== WHAT THE EXERCISE ASKS ==
Gather all lines with "tools" from the records.

(Data excerpts)

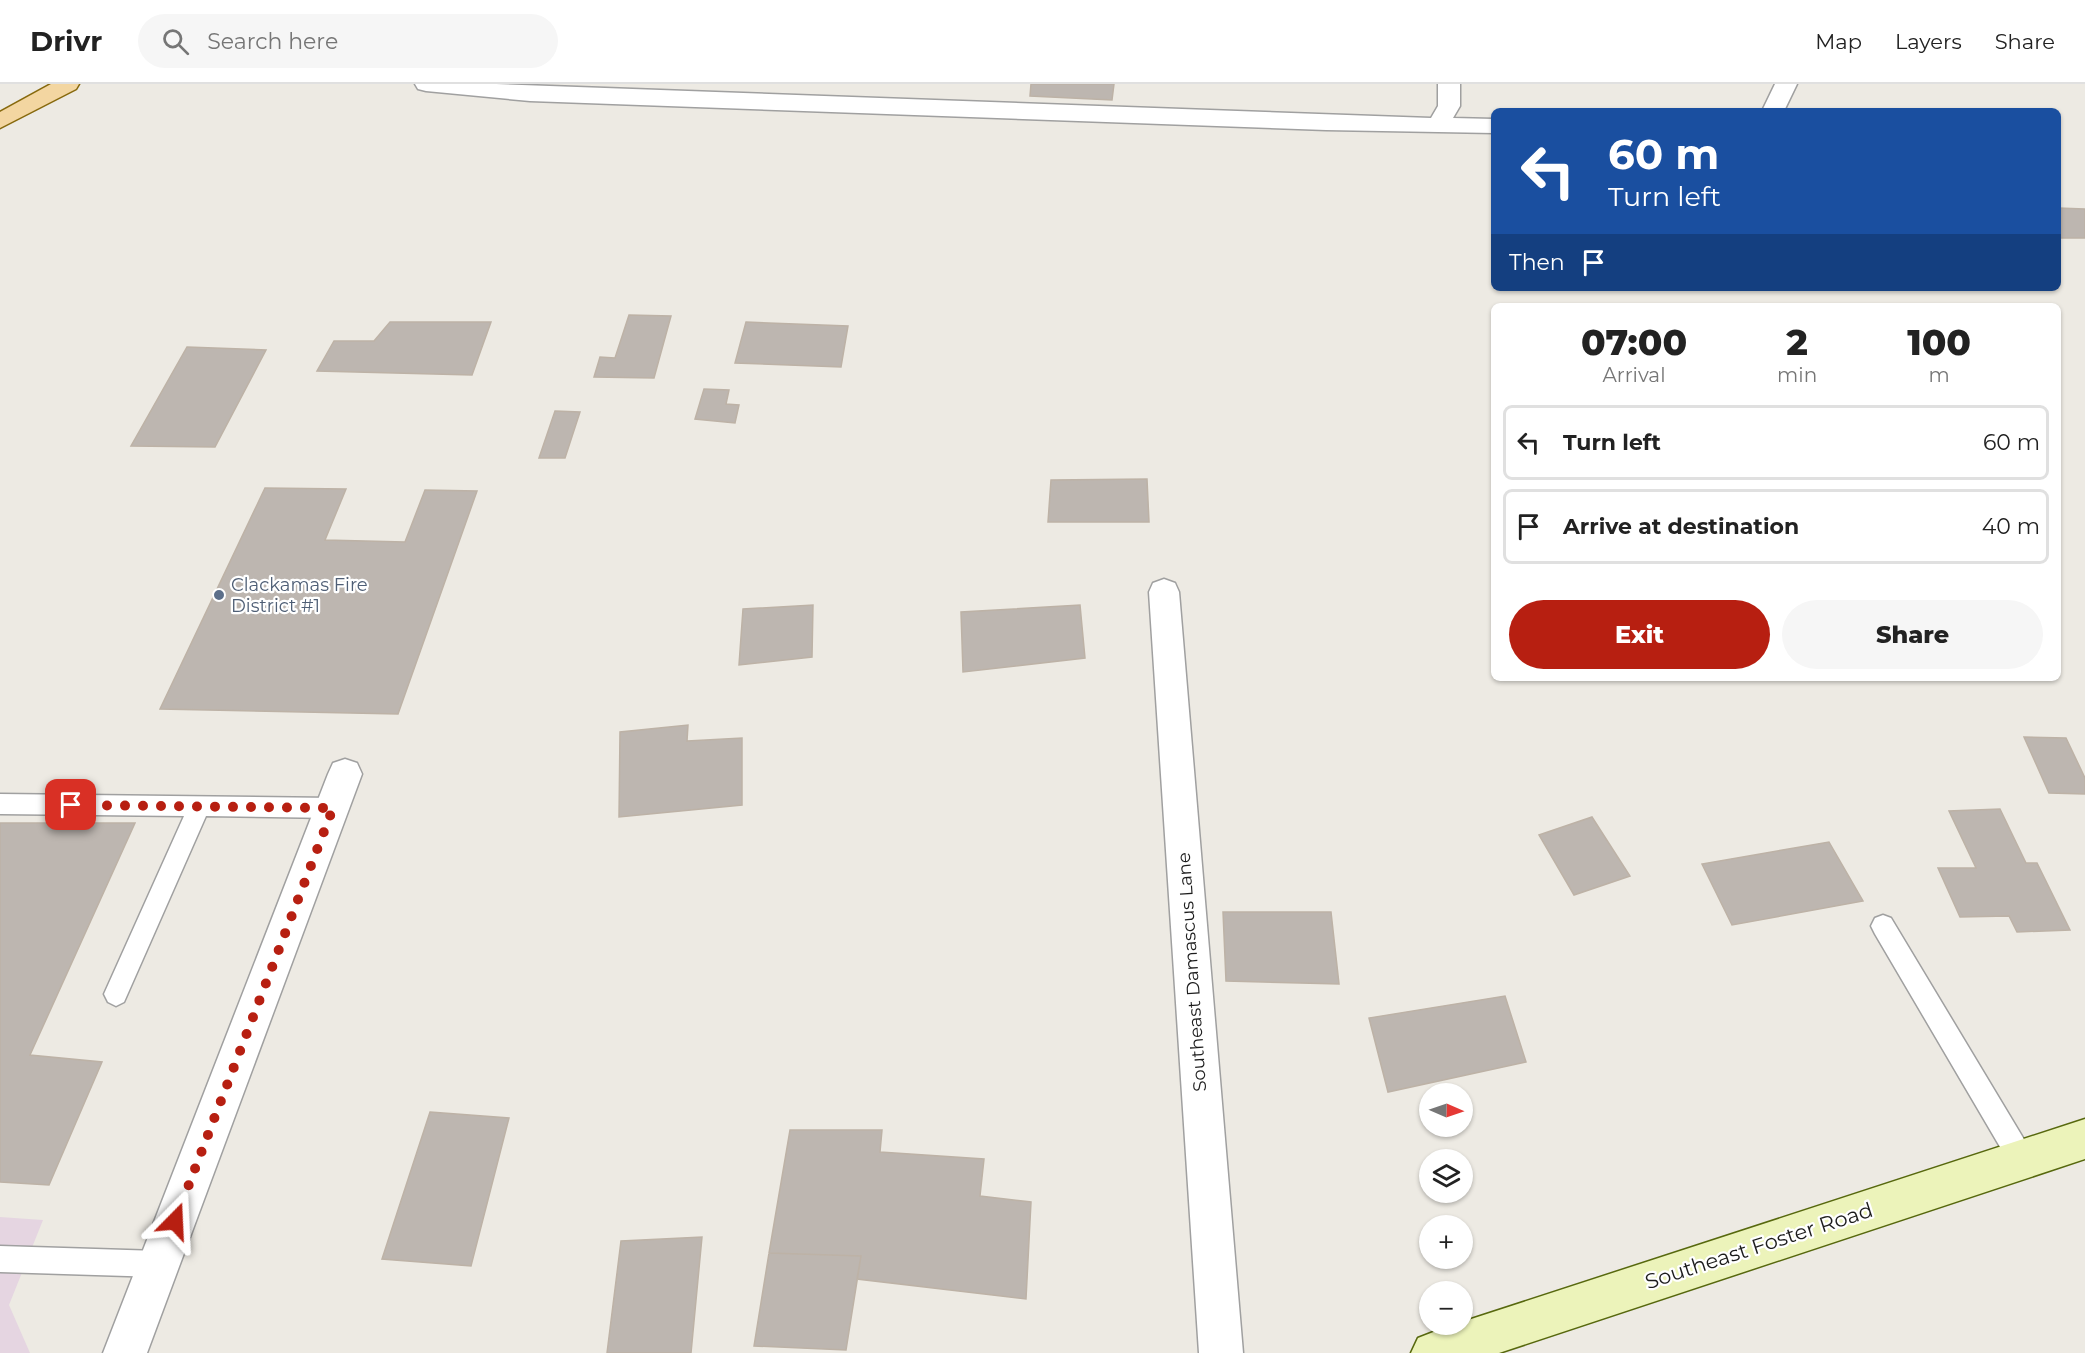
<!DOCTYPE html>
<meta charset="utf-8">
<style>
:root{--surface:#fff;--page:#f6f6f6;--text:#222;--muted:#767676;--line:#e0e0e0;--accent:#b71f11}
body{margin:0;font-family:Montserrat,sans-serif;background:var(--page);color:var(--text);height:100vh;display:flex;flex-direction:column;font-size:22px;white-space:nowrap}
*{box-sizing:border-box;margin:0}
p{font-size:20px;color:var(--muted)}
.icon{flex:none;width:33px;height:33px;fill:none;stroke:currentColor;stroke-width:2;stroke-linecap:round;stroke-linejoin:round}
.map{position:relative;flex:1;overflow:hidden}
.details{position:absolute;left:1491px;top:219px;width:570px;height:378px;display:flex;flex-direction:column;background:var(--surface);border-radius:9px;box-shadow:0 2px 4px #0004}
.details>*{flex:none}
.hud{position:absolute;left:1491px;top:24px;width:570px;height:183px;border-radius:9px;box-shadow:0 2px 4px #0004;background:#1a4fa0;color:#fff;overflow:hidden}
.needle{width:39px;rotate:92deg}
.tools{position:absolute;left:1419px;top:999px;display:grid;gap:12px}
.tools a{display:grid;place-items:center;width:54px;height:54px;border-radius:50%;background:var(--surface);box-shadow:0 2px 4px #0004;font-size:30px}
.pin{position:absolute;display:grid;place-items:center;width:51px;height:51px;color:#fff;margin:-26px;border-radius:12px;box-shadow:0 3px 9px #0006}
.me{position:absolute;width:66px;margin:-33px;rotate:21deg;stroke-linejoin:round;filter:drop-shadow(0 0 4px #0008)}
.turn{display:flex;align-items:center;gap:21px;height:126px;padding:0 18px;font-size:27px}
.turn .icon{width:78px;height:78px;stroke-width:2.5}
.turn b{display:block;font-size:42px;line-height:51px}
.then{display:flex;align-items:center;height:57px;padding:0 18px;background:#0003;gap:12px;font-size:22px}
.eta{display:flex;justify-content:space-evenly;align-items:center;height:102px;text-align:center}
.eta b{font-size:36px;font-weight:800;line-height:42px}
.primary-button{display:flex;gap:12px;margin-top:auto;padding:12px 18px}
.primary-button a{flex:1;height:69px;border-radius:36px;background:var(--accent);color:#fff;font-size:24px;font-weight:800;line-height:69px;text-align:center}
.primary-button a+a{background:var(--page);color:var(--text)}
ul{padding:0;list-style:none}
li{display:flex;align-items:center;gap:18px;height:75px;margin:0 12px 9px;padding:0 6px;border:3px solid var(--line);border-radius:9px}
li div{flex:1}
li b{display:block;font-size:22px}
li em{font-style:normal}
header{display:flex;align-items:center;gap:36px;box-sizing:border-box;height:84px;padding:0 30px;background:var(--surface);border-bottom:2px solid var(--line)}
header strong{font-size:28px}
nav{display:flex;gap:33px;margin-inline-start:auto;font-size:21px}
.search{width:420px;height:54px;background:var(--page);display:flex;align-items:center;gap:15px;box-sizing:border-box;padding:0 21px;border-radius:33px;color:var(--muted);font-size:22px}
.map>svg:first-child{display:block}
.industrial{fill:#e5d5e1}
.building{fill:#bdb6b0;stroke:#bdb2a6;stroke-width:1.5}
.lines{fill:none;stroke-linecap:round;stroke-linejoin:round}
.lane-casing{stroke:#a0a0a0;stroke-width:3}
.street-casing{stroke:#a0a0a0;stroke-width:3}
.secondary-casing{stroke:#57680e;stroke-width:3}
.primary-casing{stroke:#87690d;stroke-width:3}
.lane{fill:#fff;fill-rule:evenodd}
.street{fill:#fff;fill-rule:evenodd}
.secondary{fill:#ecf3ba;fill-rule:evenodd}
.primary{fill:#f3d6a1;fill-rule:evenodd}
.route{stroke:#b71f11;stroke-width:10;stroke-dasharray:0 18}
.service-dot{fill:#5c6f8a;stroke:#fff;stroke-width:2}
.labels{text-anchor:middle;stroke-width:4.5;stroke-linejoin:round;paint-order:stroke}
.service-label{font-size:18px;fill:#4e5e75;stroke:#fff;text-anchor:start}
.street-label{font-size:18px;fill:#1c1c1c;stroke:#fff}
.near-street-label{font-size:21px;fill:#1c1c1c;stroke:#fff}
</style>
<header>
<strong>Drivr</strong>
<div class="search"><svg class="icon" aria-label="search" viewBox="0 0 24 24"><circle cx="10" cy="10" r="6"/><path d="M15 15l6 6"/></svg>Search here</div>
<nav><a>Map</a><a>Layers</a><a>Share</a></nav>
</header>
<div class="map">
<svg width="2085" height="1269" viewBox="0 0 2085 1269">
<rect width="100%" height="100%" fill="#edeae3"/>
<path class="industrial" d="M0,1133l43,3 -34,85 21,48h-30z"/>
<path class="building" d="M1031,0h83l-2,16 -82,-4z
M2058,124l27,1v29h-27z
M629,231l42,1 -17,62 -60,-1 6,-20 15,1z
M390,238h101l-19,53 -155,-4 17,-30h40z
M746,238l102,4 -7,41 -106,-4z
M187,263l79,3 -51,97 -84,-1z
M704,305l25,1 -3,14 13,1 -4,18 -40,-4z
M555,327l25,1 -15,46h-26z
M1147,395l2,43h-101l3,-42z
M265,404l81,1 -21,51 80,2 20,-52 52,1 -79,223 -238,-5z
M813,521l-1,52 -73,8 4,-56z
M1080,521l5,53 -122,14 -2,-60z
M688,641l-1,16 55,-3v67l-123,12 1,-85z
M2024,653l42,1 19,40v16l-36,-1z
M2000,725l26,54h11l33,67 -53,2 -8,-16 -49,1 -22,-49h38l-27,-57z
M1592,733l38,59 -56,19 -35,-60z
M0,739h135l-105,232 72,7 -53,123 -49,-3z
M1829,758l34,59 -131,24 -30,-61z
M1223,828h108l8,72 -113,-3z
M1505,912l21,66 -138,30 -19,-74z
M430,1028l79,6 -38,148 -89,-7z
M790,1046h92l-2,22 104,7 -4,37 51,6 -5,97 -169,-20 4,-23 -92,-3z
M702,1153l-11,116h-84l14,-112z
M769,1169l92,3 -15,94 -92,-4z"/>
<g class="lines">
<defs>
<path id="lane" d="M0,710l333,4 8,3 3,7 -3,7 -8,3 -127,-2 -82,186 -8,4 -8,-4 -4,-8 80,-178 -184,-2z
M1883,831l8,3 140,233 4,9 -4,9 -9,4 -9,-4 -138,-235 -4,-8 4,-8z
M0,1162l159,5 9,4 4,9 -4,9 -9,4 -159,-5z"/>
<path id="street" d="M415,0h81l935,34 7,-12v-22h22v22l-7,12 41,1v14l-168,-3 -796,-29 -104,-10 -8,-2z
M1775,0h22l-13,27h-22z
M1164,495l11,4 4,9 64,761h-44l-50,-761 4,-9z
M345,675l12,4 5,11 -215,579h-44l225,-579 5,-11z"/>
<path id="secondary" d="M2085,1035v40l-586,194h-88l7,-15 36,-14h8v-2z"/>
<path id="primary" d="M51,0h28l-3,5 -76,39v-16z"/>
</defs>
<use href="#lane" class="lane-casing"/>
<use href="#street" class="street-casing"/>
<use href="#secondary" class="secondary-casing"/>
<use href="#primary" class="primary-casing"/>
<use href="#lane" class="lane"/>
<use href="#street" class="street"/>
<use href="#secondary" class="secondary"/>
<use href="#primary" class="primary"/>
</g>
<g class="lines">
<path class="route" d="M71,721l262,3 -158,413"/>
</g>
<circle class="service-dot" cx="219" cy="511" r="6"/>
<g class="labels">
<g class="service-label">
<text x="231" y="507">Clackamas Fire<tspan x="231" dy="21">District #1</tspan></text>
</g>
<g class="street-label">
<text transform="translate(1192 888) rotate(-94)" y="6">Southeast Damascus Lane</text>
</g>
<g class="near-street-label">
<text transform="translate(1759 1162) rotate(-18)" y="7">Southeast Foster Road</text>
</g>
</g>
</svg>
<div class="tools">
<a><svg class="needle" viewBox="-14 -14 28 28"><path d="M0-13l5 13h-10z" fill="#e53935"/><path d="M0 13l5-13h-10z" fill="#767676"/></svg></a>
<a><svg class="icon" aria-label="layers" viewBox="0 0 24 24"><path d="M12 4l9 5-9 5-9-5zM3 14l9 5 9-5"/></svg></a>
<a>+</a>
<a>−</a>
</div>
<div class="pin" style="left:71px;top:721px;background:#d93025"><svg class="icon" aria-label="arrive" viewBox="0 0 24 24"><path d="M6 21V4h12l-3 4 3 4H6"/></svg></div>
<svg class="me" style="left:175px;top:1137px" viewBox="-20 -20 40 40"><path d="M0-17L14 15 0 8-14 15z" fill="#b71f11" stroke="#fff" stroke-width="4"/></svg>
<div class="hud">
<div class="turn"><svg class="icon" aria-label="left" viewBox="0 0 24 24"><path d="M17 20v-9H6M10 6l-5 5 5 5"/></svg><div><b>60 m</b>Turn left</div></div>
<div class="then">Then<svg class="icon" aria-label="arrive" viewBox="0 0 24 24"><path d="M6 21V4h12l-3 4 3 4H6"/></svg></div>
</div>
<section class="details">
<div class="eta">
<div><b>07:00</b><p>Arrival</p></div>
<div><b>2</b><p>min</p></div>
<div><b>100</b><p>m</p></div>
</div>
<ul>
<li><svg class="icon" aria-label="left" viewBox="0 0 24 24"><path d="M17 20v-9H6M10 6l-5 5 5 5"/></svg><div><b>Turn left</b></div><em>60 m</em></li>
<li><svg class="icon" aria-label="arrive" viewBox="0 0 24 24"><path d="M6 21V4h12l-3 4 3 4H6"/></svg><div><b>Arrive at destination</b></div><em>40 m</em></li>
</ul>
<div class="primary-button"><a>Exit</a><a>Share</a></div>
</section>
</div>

== RESPONSE BOX ==
.tools{position:absolute;left:1419px;top:999px;display:grid;gap:12px}
.tools a{display:grid;place-items:center;width:54px;height:54px;border-radius:50%;background:var(--surface);box-shadow:0 2px 4px #0004;font-size:30px}
<div class="tools">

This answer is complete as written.